Information supplied Start Marker

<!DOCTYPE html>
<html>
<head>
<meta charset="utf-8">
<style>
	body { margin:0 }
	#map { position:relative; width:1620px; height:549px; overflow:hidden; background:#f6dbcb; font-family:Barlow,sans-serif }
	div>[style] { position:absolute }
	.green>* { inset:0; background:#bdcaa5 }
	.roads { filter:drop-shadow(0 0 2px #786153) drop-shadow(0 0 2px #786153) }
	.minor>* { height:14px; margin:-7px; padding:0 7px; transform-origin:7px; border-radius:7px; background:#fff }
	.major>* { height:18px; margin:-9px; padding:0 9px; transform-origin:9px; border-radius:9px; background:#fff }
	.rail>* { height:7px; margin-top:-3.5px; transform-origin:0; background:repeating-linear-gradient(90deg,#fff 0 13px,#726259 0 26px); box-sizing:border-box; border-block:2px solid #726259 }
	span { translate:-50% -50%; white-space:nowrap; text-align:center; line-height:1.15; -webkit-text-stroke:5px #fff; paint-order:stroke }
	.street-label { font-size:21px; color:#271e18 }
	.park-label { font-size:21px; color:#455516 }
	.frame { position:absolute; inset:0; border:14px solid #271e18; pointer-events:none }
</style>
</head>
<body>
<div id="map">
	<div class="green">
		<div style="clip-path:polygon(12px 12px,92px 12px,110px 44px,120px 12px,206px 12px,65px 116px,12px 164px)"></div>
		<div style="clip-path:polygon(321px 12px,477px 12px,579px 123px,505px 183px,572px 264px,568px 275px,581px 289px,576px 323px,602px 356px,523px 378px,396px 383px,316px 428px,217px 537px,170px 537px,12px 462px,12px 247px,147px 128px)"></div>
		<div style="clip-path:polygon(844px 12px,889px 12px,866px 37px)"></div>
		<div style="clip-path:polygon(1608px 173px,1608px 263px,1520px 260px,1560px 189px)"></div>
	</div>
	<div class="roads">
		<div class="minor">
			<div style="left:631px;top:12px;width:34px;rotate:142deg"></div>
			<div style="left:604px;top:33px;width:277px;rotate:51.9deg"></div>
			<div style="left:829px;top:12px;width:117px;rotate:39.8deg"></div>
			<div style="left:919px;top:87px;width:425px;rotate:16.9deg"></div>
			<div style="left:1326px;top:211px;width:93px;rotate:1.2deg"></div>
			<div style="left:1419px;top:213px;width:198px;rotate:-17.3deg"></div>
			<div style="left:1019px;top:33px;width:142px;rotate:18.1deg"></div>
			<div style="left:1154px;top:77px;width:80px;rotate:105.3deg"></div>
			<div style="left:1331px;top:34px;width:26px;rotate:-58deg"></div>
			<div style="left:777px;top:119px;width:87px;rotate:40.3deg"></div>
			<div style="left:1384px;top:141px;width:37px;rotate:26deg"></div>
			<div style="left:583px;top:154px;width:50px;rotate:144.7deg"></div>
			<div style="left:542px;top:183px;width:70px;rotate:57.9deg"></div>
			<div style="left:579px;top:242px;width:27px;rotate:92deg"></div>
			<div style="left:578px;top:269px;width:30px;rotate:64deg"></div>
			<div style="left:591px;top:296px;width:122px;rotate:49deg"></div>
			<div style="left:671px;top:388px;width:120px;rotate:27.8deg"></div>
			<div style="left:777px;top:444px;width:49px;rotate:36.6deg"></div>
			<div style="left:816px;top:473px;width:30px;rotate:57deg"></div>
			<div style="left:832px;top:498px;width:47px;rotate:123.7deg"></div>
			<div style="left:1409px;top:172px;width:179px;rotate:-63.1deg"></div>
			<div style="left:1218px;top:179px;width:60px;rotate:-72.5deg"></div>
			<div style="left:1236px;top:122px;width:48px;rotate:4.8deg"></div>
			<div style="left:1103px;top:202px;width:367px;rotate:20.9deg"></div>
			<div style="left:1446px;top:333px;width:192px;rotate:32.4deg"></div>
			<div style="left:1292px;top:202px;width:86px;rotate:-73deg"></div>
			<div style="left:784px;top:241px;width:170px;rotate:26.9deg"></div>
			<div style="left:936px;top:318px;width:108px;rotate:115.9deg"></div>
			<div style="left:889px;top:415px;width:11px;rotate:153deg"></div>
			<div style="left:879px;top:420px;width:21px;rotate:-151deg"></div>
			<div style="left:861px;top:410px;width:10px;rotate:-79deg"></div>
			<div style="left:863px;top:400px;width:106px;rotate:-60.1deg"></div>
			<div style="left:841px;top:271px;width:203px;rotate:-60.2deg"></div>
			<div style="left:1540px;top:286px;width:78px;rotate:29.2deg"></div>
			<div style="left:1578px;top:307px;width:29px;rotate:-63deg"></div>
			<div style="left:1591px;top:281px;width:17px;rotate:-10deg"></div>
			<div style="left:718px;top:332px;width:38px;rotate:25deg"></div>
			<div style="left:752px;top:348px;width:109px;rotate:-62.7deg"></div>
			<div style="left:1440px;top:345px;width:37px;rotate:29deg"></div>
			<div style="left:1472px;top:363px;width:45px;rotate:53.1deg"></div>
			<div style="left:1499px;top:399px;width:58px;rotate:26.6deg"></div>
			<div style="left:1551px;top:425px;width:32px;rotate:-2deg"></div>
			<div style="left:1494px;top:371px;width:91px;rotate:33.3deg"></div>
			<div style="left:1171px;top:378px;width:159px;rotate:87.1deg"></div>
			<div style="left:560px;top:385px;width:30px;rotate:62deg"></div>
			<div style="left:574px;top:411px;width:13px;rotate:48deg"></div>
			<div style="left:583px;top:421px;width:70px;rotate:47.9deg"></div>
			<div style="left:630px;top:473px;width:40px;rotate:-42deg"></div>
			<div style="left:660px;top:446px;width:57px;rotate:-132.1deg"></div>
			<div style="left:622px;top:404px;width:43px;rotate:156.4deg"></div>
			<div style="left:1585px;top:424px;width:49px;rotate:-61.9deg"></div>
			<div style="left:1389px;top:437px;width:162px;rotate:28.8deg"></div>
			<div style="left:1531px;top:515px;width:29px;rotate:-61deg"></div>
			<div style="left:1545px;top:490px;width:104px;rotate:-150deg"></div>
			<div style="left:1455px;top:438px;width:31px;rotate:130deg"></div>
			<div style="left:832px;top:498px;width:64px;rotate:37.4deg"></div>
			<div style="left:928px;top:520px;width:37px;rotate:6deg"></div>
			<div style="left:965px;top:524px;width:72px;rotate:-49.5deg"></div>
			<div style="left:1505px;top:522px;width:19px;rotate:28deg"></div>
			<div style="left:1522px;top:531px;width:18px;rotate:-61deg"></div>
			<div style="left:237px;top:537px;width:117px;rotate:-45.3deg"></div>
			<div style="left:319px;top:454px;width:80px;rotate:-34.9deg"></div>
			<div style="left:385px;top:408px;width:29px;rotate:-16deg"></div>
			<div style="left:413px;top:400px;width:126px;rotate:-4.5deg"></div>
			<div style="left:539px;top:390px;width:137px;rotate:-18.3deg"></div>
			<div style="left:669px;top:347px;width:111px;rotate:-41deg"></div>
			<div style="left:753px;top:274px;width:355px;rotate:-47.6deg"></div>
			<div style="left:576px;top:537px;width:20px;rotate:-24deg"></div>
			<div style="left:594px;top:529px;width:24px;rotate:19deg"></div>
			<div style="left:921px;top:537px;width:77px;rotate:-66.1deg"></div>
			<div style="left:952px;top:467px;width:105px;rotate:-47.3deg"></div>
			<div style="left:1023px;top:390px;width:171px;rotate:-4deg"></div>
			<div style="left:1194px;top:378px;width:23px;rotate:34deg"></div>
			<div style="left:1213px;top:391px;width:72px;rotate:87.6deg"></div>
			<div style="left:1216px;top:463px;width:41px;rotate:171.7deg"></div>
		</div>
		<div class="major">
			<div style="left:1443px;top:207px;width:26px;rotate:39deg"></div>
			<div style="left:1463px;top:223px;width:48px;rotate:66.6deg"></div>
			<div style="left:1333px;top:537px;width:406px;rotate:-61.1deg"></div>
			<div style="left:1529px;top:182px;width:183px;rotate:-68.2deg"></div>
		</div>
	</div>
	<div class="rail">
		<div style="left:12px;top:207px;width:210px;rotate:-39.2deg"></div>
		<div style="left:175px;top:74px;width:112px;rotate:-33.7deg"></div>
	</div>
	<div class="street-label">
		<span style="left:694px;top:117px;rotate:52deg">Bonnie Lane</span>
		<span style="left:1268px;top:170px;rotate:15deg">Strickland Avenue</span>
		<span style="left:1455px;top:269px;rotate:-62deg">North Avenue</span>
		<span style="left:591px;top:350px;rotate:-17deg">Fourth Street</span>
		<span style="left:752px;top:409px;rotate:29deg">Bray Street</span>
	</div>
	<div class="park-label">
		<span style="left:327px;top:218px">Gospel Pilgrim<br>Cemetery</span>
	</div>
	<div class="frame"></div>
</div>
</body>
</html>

Information supplied End Marker

Problem details: Repeat the data word for word, starting at its first line and stopping after the line that contains "filter:drop-shadow(0 0 2px".

Task response:
<!DOCTYPE html>
<html>
<head>
<meta charset="utf-8">
<style>
	body { margin:0 }
	#map { position:relative; width:1620px; height:549px; overflow:hidden; background:#f6dbcb; font-family:Barlow,sans-serif }
	div>[style] { position:absolute }
	.green>* { inset:0; background:#bdcaa5 }
	.roads { filter:drop-shadow(0 0 2px #786153) drop-shadow(0 0 2px #786153) }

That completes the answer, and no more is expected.